In [1]:
!pip install -r requirements.txt

!pip install ultralytics
!pip install shapely

!pip uninstall opencv-python
!pip install opencv-python==4.10.0.82

In [1]:
import copy
import cv2 as cv
from shapely.geometry import Point, Polygon
from ultralytics import YOLO

## Project utils elements

In [2]:
def load_image_rgb(img_path):
    img = cv.imread(img_path, cv.IMREAD_COLOR)
    return img

In [3]:
def get_parking_spaces_polygons():
    """
    This function obtains the delimitations of the first 10 parking spaces on the right-hand side
    of the image, as polygons
    """
    
    parking_spaces_polygons = [
        [[1587, 877], [1760, 982], [1763, 1050], [1558, 1036]],
        [[1451, 792], [1585, 879], [1556, 1038], [1400, 918]],
        [[1335, 714], [1450, 790], [1398, 916],  [1269, 823]],
        [[1238, 657], [1335, 716], [1269, 824],  [1164, 745]],
        [[1158, 602], [1240, 654], [1164, 746],  [1077, 679]],
        [[1091, 556], [1158, 602], [1077, 679],  [1002, 626]],
        [[1026, 520], [1086, 557], [999, 625],   [938, 576]],
        [[968, 485],  [1026, 518], [940, 576],   [884, 534]],
        [[919, 454],  [972, 485],  [886, 534],   [835, 499]],
        [[875, 429],  [918, 456],  [834, 499],   [794, 466]],
    ]

    image_height = 1050
    for i in range(len(parking_spaces_polygons)):
        for j in range(len(parking_spaces_polygons[i])):
            parking_spaces_polygons[i][j][1] = image_height - parking_spaces_polygons[i][j][1] # We "invert" the y axis in order to work with the "shapely" library
    
    parking_spaces_polygons = [Polygon(poly_coords) for poly_coords in parking_spaces_polygons]

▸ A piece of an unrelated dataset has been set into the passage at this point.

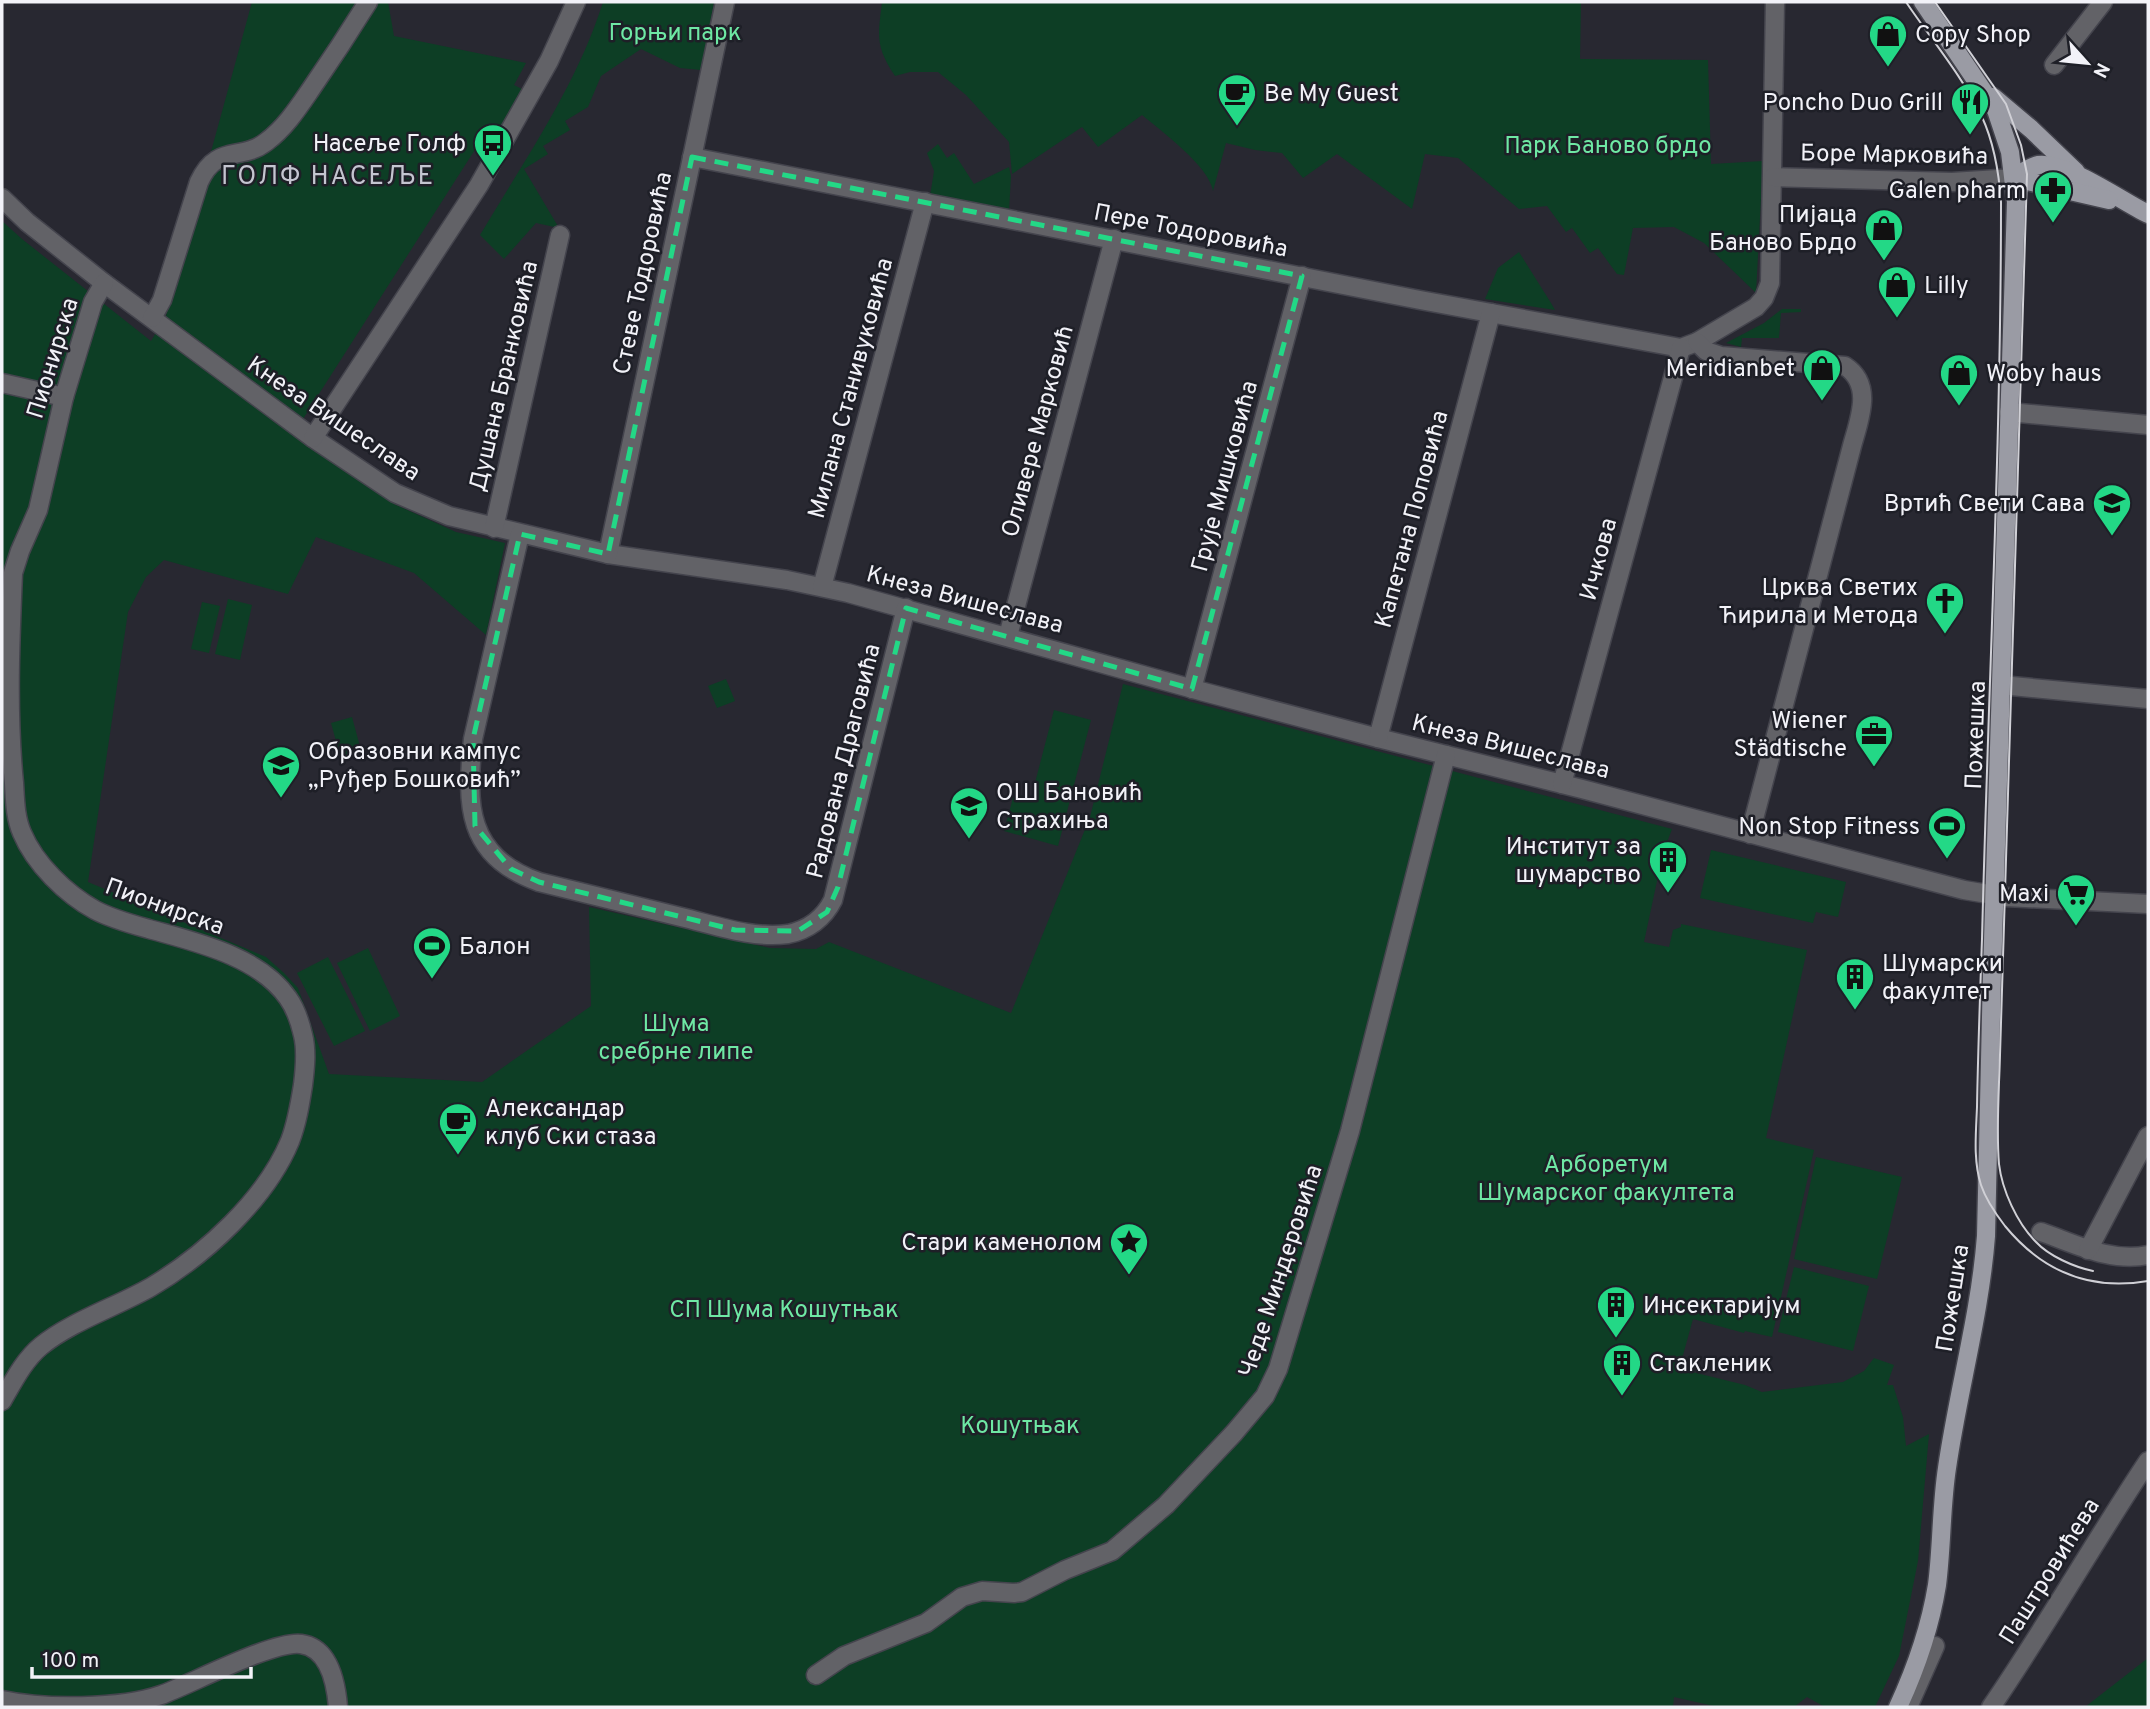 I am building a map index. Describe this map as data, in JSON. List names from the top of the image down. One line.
{"streets":{"main road":["Пожешка"],"street":["Боре Марковића","Пере Тодоровића","Стеве Тодоровића","Пионирска","Душана Бранковића","Милана Станивуковића","Кнеза Вишеслава","Оливере Марковић","Грује Мишковића","Капетана Поповића","Ичкова","Радована Драговића","Чеде Миндеровића","Паштровићева"]},"crossings":[["Боре Марковића","Пере Тодоровића"],["Боре Марковића","Ичкова"],["Боре Марковића","Пожешка"],["Пере Тодоровића","Стеве Тодоровића"],["Пере Тодоровића","Милана Станивуковића"],["Пере Тодоровића","Оливере Марковић"],["Пере Тодоровића","Грује Мишковића"],["Пере Тодоровића","Капетана Поповића"],["Пере Тодоровића","Ичкова"],["Стеве Тодоровића","Кнеза Вишеслава"],["Пионирска","Кнеза Вишеслава"],["Душана Бранковића","Кнеза Вишеслава"],["Милана Станивуковића","Кнеза Вишеслава"],["Кнеза Вишеслава","Оливере Марковић"],["Кнеза Вишеслава","Грује Мишковића"],["Кнеза Вишеслава","Капетана Поповића"],["Кнеза Вишеслава","Ичкова"],["Кнеза Вишеслава","Пожешка"],["Кнеза Вишеслава","Радована Драговића"],["Кнеза Вишеслава","Чеде Миндеровића"]],"districts":["ГОЛФ НАСЕЉЕ"],"parks":["Горњи парк","Парк Баново брдо","Шума сребрне липе","Арборетум Шумарског факултета","СП Шума Кошутњак","Кошутњак"],"places":{"shop":["Copy Shop","Пијаца Баново Брдо","Lilly","Meridianbet","Woby haus"],"cafe":["Be My Guest","Александар клуб Ски стаза"],"restaurant":["Poncho Duo Grill"],"bus stop":["Насеље Голф"],"pharmacy":["Galen pharm"],"school or university":["Вртић Свети Сава","Образовни кампус „Руђер Бошковић”","ОШ Бановић Страхиња"],"church":["Црква Светих Ћирила и Метода"],"office":["Wiener Städtische"],"sports":["Non Stop Fitness","Балон"],"building":["Институт за шумарство","Шумарски факултет","Инсектаријум","Стакленик"],"supermarket":["Maxi"],"place":["Стари каменолом"]},"scale_bar":"100 m","north":"bottom right"}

    return parking_spaces_polygons

In [4]:
parking_spaces_polygons = get_parking_spaces_polygons()

In [5]:
def get_detections_bounding_boxes(img, model):
    """This function is only for tasks 1 and 2"""
    
    bounding_boxes = []
    
    detections_whole_image = yolov9_predict(model, img)

    # We crop the last 5 parking spaces from the initial image so that the model
    # will be able to more easily detect farther away cars
    h_top, h_bottom, w_left, w_right = 329, 679, 710, 1312
    last_5_parking_spaces = img[h_top:h_bottom, w_left:w_right]
    detections_last_5_parking_spaces = yolov9_predict(model, last_5_parking_spaces)
    
    for d in detections_whole_image:
        bounding_box_coords = [int(coord) for coord in d.boxes.xyxy.tolist()[0]]
        bounding_boxes.append(bounding_box_coords)
    for d in detections_last_5_parking_spaces:
        bounding_box_coords = [int(coord) for coord in d.boxes.xyxy.tolist()[0]]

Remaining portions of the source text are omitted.